A Vodolaz (voh-doe-laz) or DSD is a creature first and
foremost of the unconscious, protected by a diving suit and
kept alive by an oxygen line. Its exact nature changes
constantly. It is only in the shedding of its black exterior,
its social skin, that its inside reveals itself, and a DSD
attains freedom and understanding. This lifeline bears an
immediate and strange analogy to the human umbilicus: the DSD
carries a phantom cord that is pulled at death, when it
returns to a state prior to birth. On a meta-level, the artist
considers the underwater world of the DSDs to be a fitting
model for Russia itself: not yet fully engaged, its people
still slumber and move slowly.

Tishkov's works on paper weave enigmatic narratives onto
abstract compositions of shapes and words." What joy a new
dress can bring!" features a young DSD arms wide open and
facing a kneeling, sympathetic mother. Another domestic scene
presents a Vodalazes objects from velvet. 1995 mother and
father DSD taking their trusting daughter for a dip. Other
drawings reference art history, including The Potato Sitters.
This forlorn image of DSDs in a field alludes to Van Gogh's
Potato Eaters, while underscoring the importance of potatoes
in the Russian diet. "The Suffocating lead the unseeing,"
re-interprets Bruegel the Elder's haunting portrayal of the
plague into a gripping vision offailed leadership.

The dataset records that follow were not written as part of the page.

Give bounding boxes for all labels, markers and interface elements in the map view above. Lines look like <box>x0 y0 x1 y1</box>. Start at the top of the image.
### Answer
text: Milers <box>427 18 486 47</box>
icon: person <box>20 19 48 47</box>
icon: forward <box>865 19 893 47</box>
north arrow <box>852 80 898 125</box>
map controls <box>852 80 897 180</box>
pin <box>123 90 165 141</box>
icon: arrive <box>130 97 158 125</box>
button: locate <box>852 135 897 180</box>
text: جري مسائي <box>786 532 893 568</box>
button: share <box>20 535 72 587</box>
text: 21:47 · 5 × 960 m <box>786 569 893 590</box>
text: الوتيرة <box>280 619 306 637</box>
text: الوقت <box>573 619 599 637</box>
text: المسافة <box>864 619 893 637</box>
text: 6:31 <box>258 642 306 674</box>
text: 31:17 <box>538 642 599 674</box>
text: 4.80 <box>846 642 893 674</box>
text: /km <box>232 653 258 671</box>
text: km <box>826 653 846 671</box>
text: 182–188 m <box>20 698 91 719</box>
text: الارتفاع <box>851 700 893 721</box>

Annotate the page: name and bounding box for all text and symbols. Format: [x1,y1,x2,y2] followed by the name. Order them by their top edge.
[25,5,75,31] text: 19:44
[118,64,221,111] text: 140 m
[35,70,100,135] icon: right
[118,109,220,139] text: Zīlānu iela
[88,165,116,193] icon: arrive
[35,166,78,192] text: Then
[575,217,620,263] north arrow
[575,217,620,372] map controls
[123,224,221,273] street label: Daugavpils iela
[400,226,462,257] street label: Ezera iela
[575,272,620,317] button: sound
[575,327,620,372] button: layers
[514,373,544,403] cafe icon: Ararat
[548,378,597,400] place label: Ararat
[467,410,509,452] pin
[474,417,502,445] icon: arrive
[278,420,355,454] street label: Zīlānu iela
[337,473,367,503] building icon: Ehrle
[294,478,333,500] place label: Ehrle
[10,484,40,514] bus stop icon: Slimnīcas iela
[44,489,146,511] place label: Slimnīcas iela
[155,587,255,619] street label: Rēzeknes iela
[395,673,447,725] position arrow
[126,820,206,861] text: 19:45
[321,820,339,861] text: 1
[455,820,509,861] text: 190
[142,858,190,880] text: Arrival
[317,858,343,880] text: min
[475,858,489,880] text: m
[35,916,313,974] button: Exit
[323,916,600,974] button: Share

By contrast, many show a single DSD, such as one who has lost
his helmet's little window or another who wanders aimlessly
with his helmet constrained in a fish tank. Several others use
metamorphosis to make their point. In one scene, the helmet of
a standing DSD has transmuted into an onion dome radiating
light. It reads simply: "One turned into a church, while the
other one got down on his knees." Another shows a birch tree
sprouting from the torso of a DSD, and serves as a metaphor
for the nationalist agenda currently being cultivated by
Russia's leaders. In a sad indictment of American infiltration
into traditional culture, still another depicts the head of a
DSD as a Big Mac.

Both psychoanalyst and patient, Tishkov plunges underwater to
explore his own unconscious, resurfacing with frenzied
fragments of knowledge that he recycles into fantastical
tales. While his repetition of a central image and his playing
with language reflect a conceptual bent, his work is
essentially surrealist, privileging the dream and the
emotions. In his fervent and ongoing battle against
conventional logic, he reconciles the banal and the absurd
into koans of haunting beauty and allusive meaning.